Measuring only a few functions of antigen-specific T cells is likely to give an incomplete and inadequate assessment of functionality, as T cells are capable of exerting many functions simultaneously. Polyfunctional T cell responses have been documented in HIV-1 LTNP [23], Hepatitis B virus vaccine- [24], HIV vaccine- [24, 25], and vaccinia-induced responses [26]. Technological advances in flow cytometry now allow for the detection of up to 18 functional, phenotypic, and lineage markers on T cells, greatly enhancing the information one can obtain about a cell simultaneously [27]. In this study, we sought to further characterize the functional quality of the HIV-2-specific CD4+ and CD8+ T cell responses in comparison to HIV-1 and to describe the surface phenotype of T cells responsive to HIV-2 in a cohort of 18 HIV-2+ and 16 HIV-1+ Gambians. We employed 12-color flow cytometry to measure five functions of CD4+ and CD8+ T cells at the single-cell level: cytokine production (IFN-γ, IL-2, and TNF-α), chemokine production (MIP-1β), and degranulation (surface mobilization of CD107a). Additionally, we assessed the memory phenotype of functional populations of HIV-2-specific T cells.

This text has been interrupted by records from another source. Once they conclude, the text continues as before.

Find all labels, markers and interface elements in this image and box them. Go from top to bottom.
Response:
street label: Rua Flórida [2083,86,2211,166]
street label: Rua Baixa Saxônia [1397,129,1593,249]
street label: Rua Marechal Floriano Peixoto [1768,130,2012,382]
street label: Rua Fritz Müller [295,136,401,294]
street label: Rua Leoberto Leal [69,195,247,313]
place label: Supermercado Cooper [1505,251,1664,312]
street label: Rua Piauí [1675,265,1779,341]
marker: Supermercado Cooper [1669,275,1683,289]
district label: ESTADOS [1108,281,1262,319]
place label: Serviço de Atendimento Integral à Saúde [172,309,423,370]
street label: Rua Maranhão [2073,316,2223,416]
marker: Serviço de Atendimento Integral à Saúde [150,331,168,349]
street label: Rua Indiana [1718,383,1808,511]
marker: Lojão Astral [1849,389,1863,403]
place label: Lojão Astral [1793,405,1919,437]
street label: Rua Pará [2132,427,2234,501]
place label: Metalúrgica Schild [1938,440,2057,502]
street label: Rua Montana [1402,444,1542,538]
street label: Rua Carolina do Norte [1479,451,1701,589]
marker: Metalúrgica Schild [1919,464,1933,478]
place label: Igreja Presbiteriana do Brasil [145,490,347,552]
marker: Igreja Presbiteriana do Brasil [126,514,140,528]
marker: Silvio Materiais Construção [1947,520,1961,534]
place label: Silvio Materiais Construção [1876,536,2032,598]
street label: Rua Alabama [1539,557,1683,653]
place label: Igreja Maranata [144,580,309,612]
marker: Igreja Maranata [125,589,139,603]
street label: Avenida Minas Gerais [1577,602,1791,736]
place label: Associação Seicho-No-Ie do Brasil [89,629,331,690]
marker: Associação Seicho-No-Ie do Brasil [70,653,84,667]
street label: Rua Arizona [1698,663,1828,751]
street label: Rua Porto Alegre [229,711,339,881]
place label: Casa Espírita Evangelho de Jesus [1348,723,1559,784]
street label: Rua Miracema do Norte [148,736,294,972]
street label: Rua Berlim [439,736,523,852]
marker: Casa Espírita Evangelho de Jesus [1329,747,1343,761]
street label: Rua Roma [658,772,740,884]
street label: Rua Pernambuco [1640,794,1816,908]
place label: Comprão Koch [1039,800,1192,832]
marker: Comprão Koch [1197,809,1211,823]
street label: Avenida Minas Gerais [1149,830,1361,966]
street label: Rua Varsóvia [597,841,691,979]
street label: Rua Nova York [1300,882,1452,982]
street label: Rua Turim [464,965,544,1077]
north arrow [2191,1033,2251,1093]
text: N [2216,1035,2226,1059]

For this type of in-depth analysis of multiple functions of T cells it was necessary to ensure that results were not biased by very few cells in each functional population. For this reason, we chose to study individuals who had large magnitude of HIV-specific CD4+ T cell responses in our first study [14], predominantly comprising individuals at asymptomatic or non-progressive stages of disease. Our findings indicated that HIV-2-infected individuals mount a functionally superior HIV-specific T cell response characterized by highly polyfunctional HIV-specific CD4+ and CD8+ T cells.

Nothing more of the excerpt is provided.